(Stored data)
______
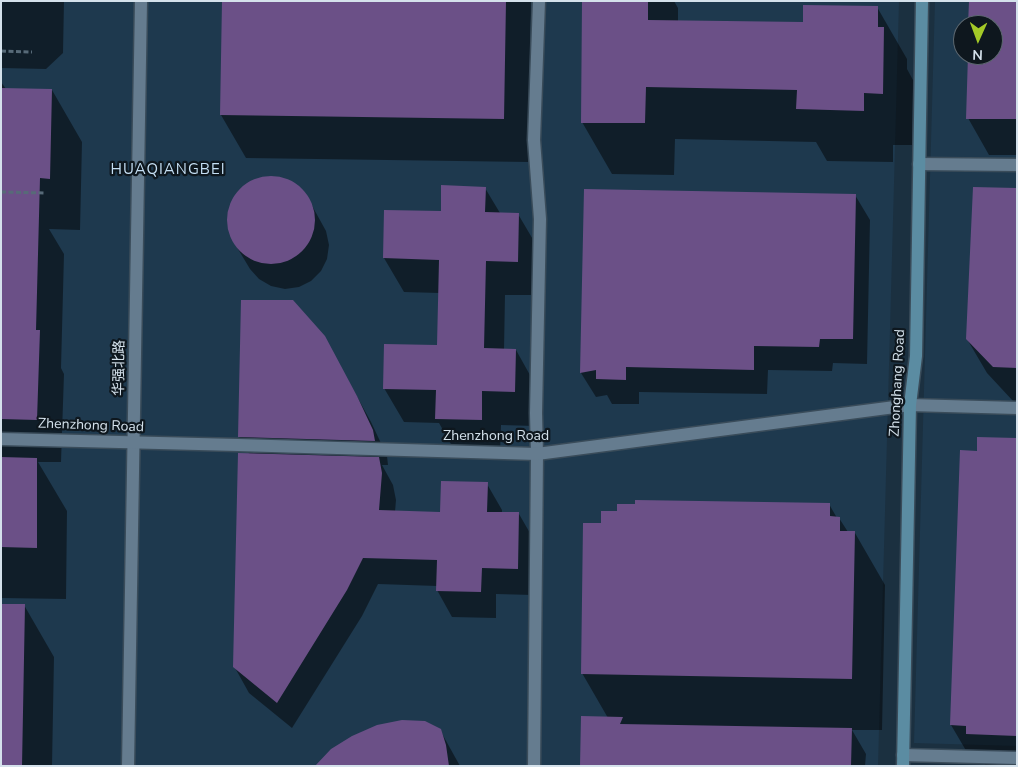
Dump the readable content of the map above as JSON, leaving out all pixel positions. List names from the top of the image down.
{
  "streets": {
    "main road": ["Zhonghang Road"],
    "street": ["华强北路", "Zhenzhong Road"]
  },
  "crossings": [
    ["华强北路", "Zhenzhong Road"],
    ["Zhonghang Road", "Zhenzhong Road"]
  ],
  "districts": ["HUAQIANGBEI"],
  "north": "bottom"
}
______
_WHAT TO WORK ON_: Where a picture appears in the data, omit it; restate the rest word for word.

_TASK RESPONSE_:
Dump the readable content of the map above as JSON, leaving out all pixel positions. List names from the top of the image down.
{
  "streets": {
    "main road": ["Zhonghang Road"],
    "street": ["华强北路", "Zhenzhong Road"]
  },
  "crossings": [
    ["华强北路", "Zhenzhong Road"],
    ["Zhonghang Road", "Zhenzhong Road"]
  ],
  "districts": ["HUAQIANGBEI"],
  "north": "bottom"
}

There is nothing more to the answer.